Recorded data

-*-

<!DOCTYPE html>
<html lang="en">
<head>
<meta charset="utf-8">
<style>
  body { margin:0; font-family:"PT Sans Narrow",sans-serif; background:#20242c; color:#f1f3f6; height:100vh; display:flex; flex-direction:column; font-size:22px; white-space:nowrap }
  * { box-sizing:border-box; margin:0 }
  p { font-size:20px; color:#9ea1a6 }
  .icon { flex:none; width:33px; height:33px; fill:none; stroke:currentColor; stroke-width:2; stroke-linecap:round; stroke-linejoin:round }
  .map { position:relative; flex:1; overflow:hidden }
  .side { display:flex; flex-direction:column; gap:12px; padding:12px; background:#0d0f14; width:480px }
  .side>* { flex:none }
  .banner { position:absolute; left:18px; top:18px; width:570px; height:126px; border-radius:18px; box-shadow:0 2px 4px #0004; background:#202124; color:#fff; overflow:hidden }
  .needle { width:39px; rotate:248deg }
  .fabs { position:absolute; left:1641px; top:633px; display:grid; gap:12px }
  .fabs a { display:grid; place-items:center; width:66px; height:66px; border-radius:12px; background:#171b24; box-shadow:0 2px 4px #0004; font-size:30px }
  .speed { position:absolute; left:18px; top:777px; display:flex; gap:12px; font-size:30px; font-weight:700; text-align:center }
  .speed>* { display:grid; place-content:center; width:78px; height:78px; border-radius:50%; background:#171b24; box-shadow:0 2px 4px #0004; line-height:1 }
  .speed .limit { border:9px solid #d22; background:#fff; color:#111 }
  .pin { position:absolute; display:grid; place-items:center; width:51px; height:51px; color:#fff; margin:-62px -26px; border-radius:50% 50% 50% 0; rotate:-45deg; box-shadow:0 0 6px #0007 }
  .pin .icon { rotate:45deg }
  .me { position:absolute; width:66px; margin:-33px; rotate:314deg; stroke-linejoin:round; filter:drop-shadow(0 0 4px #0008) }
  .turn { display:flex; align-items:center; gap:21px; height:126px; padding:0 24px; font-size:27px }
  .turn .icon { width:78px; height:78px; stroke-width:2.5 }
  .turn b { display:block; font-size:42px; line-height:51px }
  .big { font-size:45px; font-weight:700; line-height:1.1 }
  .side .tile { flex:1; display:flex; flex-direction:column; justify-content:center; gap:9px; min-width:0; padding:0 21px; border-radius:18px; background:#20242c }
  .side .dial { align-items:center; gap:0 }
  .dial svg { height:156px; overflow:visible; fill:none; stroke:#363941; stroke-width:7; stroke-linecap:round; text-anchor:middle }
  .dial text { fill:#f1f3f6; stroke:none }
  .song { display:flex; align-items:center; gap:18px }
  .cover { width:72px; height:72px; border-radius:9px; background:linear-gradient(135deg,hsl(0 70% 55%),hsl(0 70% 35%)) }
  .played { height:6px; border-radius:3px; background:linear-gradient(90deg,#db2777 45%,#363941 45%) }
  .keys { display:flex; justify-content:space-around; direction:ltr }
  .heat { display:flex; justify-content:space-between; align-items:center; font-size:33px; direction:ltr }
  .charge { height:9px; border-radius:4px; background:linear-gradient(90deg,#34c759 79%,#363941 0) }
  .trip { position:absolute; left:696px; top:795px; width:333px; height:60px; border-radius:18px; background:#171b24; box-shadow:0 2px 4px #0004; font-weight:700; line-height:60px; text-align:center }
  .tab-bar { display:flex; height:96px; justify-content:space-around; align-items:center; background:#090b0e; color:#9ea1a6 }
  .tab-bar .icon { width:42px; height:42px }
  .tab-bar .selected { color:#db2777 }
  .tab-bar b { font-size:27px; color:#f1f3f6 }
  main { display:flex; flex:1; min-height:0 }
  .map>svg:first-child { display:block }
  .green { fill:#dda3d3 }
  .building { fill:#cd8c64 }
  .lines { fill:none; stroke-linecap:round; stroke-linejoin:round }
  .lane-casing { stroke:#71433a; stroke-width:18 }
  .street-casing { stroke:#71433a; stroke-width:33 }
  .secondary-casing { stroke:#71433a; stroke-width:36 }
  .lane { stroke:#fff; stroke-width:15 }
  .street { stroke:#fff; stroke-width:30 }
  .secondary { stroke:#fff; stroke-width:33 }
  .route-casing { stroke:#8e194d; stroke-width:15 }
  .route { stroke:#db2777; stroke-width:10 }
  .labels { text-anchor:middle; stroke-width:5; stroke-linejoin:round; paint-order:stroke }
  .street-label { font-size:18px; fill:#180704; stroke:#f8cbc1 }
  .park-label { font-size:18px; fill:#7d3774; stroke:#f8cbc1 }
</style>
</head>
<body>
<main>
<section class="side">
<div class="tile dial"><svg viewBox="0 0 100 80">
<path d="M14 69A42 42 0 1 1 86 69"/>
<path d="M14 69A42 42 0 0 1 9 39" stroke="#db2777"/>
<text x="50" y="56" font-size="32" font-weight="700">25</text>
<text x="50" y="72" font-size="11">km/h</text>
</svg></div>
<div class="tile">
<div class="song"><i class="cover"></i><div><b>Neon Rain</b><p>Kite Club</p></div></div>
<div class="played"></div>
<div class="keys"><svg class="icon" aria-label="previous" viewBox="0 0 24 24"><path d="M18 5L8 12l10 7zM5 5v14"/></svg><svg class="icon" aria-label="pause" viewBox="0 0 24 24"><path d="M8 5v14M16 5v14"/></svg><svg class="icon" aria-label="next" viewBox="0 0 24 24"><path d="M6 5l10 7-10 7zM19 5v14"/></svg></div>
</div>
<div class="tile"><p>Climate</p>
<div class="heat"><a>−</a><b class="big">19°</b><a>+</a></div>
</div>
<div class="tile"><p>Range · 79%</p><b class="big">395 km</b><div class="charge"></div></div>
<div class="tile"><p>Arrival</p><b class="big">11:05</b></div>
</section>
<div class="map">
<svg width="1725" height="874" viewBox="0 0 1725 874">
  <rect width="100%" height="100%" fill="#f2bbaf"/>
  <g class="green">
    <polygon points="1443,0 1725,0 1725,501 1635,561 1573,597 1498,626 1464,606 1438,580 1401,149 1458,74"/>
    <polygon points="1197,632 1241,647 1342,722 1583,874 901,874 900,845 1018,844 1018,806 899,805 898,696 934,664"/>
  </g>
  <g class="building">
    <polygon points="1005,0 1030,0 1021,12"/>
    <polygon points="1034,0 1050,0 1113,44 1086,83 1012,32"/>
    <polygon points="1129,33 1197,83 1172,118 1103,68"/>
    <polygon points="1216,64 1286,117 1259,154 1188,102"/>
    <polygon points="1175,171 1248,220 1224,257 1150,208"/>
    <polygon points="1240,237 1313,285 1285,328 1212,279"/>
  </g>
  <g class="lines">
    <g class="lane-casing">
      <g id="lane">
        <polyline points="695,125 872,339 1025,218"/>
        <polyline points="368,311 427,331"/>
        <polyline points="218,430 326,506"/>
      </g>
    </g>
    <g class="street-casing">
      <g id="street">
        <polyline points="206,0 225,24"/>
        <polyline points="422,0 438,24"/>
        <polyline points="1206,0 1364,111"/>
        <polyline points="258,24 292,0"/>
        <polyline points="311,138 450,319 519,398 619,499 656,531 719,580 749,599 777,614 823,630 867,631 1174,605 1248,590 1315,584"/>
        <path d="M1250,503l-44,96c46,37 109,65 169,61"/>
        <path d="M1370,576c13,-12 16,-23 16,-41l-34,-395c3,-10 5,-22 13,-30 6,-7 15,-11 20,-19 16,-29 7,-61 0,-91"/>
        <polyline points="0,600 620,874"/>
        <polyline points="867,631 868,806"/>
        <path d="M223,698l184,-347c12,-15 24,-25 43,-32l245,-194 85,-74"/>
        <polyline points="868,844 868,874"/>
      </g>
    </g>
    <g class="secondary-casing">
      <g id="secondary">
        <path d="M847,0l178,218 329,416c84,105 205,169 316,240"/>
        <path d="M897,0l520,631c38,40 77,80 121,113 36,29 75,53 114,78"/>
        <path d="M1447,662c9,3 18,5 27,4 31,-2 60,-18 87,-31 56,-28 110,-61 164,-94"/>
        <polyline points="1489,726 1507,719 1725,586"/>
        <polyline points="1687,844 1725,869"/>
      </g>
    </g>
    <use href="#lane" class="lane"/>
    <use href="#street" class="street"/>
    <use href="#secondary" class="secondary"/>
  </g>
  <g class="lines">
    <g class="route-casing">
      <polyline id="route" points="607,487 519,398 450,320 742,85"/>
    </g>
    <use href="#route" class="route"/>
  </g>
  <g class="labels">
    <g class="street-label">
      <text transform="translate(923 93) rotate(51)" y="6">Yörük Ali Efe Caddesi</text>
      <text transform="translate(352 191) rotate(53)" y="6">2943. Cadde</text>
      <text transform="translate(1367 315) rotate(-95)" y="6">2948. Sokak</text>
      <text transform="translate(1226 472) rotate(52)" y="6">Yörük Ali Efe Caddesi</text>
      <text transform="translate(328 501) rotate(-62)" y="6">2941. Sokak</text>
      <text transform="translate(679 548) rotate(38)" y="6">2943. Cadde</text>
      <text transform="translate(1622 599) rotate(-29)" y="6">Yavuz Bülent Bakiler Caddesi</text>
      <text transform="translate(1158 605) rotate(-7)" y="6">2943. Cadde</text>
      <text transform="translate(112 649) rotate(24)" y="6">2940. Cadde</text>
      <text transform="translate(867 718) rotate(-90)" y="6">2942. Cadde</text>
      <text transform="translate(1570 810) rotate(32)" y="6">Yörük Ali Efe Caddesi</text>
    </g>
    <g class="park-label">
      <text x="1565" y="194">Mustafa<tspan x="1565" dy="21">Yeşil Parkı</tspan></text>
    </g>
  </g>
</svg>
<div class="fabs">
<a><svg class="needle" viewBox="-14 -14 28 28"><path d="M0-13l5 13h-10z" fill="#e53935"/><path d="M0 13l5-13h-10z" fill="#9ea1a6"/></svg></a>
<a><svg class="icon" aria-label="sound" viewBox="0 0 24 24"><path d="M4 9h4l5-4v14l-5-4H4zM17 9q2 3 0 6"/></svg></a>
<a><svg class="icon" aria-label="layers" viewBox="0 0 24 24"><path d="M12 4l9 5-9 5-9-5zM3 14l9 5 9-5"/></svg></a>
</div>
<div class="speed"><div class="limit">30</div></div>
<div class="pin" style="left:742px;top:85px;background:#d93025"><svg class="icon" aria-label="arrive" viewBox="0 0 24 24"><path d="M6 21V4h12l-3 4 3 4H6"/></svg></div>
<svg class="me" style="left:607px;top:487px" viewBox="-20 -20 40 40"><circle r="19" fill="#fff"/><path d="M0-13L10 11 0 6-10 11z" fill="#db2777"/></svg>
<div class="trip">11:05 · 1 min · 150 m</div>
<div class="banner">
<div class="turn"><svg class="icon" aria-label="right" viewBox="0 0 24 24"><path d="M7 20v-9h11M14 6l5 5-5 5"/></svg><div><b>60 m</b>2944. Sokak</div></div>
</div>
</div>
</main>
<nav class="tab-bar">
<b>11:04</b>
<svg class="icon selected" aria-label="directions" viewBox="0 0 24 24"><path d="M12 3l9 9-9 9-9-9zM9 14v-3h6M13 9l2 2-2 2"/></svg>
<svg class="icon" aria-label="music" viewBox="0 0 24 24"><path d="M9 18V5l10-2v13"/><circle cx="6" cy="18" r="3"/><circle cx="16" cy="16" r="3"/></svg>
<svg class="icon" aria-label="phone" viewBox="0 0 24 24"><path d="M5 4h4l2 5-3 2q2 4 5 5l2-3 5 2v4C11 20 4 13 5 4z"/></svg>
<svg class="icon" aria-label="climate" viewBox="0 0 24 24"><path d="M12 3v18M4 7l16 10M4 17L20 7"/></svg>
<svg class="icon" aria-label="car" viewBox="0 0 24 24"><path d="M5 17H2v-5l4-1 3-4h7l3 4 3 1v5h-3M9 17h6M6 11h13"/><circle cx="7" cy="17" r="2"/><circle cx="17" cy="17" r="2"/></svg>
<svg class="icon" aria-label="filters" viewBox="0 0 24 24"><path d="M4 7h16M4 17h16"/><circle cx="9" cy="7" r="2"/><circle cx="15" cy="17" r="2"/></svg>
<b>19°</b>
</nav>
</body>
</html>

-*-

Above are the records. Print exactly, and only, the lines from the line with "width:78px; height:78px; stroke-width:2.5" to the line with "display:flex; align-items:center; gap:18px", both inclusive.

Reply to the exercise>
  .turn .icon { width:78px; height:78px; stroke-width:2.5 }
  .turn b { display:block; font-size:42px; line-height:51px }
  .big { font-size:45px; font-weight:700; line-height:1.1 }
  .side .tile { flex:1; display:flex; flex-direction:column; justify-content:center; gap:9px; min-width:0; padding:0 21px; border-radius:18px; background:#20242c }
  .side .dial { align-items:center; gap:0 }
  .dial svg { height:156px; overflow:visible; fill:none; stroke:#363941; stroke-width:7; stroke-linecap:round; text-anchor:middle }
  .dial text { fill:#f1f3f6; stroke:none }
  .song { display:flex; align-items:center; gap:18px }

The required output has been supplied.